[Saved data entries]
━━━━━━━━━━━━━━━━━━━━━━━━━━━━━━

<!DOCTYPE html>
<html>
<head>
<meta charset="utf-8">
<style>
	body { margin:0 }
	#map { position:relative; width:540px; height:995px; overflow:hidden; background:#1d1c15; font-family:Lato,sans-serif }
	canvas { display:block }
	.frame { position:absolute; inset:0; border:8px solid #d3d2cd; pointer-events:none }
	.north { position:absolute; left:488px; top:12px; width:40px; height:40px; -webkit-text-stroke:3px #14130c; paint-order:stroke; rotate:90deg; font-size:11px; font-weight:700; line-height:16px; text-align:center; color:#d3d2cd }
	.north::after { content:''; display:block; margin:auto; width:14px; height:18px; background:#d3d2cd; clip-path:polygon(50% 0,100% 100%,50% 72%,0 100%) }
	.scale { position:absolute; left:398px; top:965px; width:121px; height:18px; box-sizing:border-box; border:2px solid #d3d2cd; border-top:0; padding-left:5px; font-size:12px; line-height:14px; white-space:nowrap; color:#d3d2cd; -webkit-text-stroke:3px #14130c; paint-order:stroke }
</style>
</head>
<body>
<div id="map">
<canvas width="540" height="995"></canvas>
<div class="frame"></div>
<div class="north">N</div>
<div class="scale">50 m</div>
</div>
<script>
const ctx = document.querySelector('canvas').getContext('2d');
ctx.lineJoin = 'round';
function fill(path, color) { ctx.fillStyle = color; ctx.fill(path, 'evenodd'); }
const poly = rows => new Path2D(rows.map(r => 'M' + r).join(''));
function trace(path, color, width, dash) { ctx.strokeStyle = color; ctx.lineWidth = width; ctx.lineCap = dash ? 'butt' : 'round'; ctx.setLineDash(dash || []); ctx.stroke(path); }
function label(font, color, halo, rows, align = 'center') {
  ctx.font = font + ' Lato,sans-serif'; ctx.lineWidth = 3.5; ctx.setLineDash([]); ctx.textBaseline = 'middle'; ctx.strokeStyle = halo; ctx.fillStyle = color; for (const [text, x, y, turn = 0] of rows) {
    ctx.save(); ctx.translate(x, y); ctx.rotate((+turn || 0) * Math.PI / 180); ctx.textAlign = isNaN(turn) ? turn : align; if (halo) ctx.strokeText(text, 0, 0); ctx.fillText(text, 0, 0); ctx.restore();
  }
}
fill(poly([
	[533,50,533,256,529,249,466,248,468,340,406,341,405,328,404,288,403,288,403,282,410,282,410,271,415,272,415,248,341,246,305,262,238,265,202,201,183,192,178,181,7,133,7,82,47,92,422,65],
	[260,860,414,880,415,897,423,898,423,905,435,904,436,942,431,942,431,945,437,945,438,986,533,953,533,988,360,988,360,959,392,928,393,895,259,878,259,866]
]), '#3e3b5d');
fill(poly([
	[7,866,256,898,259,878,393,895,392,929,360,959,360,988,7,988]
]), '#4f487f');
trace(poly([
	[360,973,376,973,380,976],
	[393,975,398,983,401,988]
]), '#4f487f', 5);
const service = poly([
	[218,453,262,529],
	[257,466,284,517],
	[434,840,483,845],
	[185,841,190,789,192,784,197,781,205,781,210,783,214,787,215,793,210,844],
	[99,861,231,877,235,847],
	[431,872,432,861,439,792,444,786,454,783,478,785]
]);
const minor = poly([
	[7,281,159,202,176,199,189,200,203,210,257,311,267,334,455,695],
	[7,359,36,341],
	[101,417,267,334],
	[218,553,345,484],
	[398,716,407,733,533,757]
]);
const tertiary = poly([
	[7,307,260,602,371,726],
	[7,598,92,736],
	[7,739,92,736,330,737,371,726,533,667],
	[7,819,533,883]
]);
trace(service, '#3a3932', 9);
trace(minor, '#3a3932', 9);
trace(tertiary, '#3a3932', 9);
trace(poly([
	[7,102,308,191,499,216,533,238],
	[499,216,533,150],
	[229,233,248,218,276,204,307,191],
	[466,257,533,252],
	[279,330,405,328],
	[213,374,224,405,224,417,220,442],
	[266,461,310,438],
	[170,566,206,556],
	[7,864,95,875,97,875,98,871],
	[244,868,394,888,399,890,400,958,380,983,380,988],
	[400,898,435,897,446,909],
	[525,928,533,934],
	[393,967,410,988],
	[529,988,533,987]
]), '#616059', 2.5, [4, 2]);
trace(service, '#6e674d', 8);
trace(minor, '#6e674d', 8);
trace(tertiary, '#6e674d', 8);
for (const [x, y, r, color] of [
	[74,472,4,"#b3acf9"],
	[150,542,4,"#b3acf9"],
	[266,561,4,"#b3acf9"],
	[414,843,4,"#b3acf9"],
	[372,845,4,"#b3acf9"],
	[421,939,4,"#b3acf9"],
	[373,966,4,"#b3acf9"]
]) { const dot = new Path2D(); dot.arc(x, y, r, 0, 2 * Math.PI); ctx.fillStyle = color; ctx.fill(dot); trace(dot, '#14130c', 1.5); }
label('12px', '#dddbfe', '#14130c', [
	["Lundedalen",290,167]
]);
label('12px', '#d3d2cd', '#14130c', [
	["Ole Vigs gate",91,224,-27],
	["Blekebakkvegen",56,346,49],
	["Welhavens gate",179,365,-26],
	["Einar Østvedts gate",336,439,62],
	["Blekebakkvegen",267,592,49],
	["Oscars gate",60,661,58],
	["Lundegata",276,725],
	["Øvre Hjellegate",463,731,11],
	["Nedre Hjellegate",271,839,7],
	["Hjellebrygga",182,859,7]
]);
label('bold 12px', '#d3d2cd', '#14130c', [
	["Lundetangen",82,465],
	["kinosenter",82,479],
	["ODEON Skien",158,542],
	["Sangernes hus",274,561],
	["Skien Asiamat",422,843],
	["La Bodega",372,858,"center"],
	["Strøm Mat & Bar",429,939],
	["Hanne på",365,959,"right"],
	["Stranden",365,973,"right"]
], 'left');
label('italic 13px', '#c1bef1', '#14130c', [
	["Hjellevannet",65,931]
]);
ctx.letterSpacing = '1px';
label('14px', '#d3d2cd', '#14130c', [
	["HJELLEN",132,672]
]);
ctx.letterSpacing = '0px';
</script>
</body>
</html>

━━━━━━━━━━━━━━━━━━━━━━━━━━━━━━

**Goal of the exercise**
Scan the records for the word "halo" and copy every line where it is found.

**Output of the task**
function label(font, color, halo, rows, align = 'center') {
  ctx.font = font + ' Lato,sans-serif'; ctx.lineWidth = 3.5; ctx.setLineDash([]); ctx.textBaseline = 'middle'; ctx.strokeStyle = halo; ctx.fillStyle = color; for (const [text, x, y, turn = 0] of rows) {
    ctx.save(); ctx.translate(x, y); ctx.rotate((+turn || 0) * Math.PI / 180); ctx.textAlign = isNaN(turn) ? turn : align; if (halo) ctx.strokeText(text, 0, 0); ctx.fillText(text, 0, 0); ctx.restore();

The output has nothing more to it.